Soon a pair of Hammer search and rescue heavy lifters arrived. Spiraling out from the impact datum, they started the search, but there was nothing for them to see. The on-scene commander grunted his frustration; any debris there might have been was lost in a shambles of huge gray-black walls marching remorselessly out of the night, their crests collapsing, toppling forward in raging maelstroms of white water that smeared thick blankets of foam across the sea’s surface. He made one last low-speed pass over the search area; if anything, conditions were getting worse, not better, with the lifter sagging and wallowing through the turbulent air and visibility at times close to nil in the driving rain and spray.

The man knew a lost cause when he saw one. “SAR-65, this is 22. Anything?”

“22, 65,” the second lifter replied. “Nothing, and I don’t think there will be.”

“22, roger. I’ll call it in. SAR control, this is SAR-22,” he radioed. “Search complete. No trace of enemy landers, no emergency beacons, no survivors. They must have gone in hard. 22 and 65 returning to base. Over.”

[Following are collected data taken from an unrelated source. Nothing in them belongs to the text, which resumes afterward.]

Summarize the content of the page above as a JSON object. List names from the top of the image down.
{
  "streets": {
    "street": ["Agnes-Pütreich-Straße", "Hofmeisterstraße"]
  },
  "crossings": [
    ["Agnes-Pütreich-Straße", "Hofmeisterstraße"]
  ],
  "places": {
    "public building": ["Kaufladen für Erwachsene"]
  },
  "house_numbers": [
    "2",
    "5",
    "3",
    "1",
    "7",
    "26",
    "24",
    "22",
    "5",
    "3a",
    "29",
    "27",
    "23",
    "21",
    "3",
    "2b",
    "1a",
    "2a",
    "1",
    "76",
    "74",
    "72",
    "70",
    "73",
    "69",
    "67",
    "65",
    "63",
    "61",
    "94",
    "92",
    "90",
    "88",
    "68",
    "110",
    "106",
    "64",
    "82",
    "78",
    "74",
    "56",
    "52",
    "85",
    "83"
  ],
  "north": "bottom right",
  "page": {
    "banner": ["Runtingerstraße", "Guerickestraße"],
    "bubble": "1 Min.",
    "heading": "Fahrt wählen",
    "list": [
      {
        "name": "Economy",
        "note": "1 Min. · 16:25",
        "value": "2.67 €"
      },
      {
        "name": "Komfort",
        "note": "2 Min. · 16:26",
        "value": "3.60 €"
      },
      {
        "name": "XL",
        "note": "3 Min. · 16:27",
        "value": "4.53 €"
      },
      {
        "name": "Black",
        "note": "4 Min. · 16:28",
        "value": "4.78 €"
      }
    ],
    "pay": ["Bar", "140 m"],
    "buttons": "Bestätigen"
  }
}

“SAR control, 22 and 65 returning to base. Understood. Out.”

“65, 22. You copy?”

“65, copy,” the command pilot of the second heavy lifter replied.

“22, roger. Let’s go.”

   Michael and Anna sat with their backs against the rock wall, rushing water from the rain-swollen creek that cut across the floor of the ravine the only sound. The hours since landing had been busy, and Michael was exhausted, the extent of what he and the rest of the
Redwood
s had done, the appalling risks they had taken, weighing heavily on his mind. He hated to think how much three perfectly serviceable dreadnoughts were worth to an asset-strapped Fleet even if the dumb fucks had no idea how to use them effectively. Still, he consoled himself, here they were, safe. Apart from some air activity—all passing overhead and showing not the slightest interest in one unremarkable ravine out of the thousands incised into the Branxton Ranges—there had been no sign of the Hammers. The
pickets Kallewi had thrown out in a protective ring around the lay-up point were troubled only by the driving rain.

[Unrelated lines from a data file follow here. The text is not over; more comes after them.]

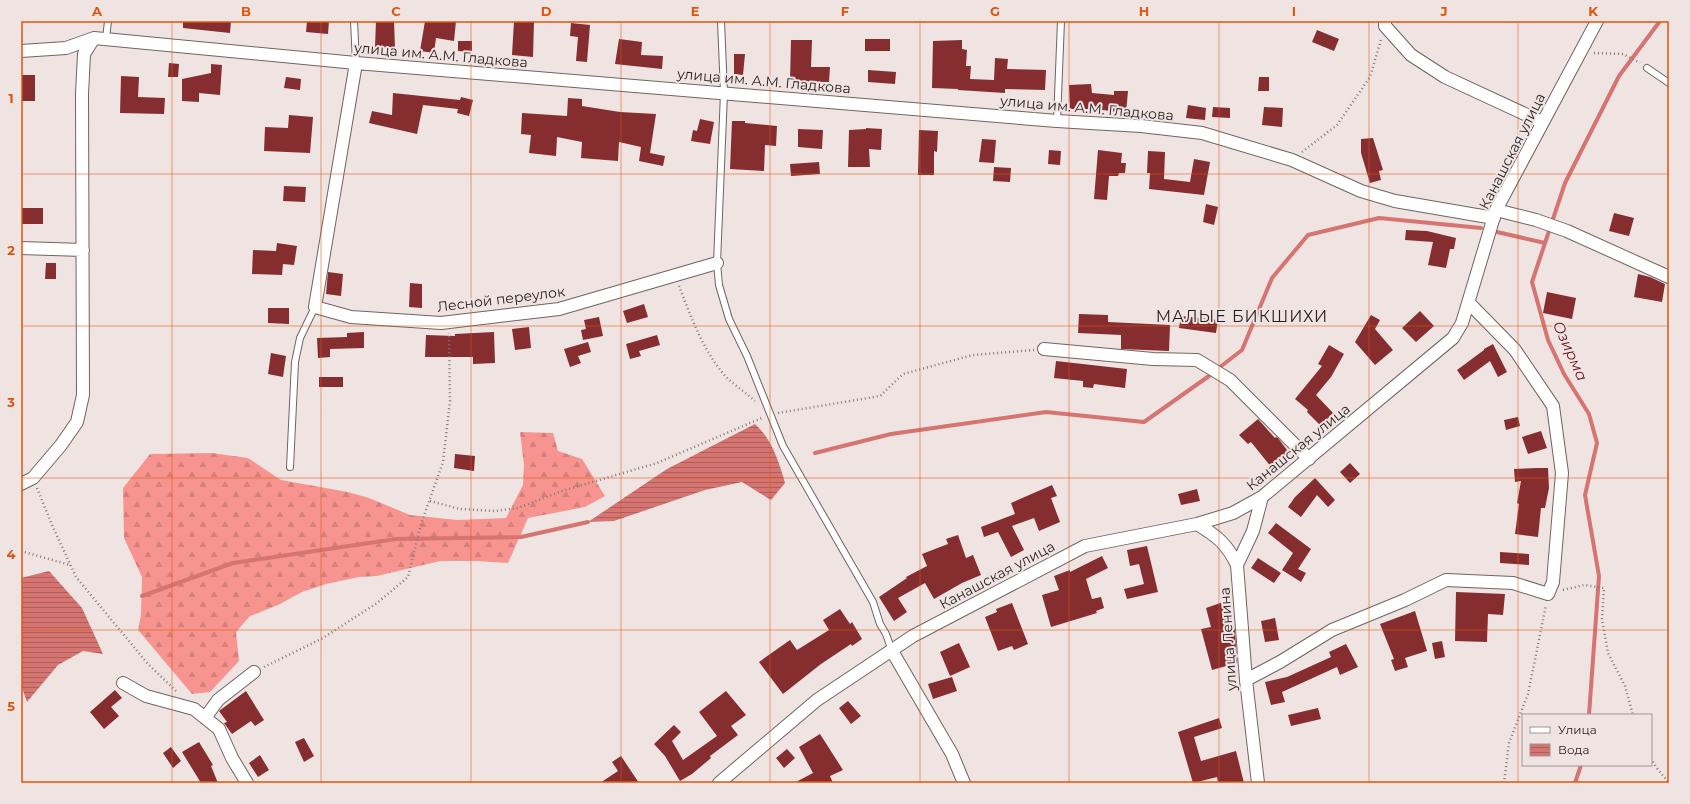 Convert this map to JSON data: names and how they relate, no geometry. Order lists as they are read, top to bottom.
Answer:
{
  "streets": {
    "street": [
      "улица им. А.М. Гладкова",
      "Канашская улица",
      "Лесной переулок",
      "улица Ленина"
    ]
  },
  "crossings": [
    ["улица им. А.М. Гладкова", "Канашская улица"],
    ["Канашская улица", "улица Ленина"]
  ],
  "districts": ["МАЛЫЕ БИКШИХИ"],
  "water": ["Озирма"],
  "legend": ["Улица", "Вода"],
  "grid": {
    "columns": [
      "A",
      "B",
      "C",
      "D",
      "E",
      "F",
      "G",
      "H",
      "I",
      "J",
      "K"
    ],
    "rows": [
      "1",
      "2",
      "3",
      "4",
      "5"
    ]
  }
}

In truth, Michael had only one problem that worried him: the woman sitting alongside him. Throughout his account of what he had done and why, Anna sat without saying a word until—unnerved—Michael ground to a halt. Still she said nothing, forcing him to sit and wait for her response.

“Well,” Anna said, breaking the long silence at last, her face a gray blur in the predawn gloom, “what can I say? I still can’t believe what’s just happened any more than I can understand why. The whole business is nuts. I know why you did what you did. I just can’t get my head around the fact that you managed to persuade so many sane people to go along with you.”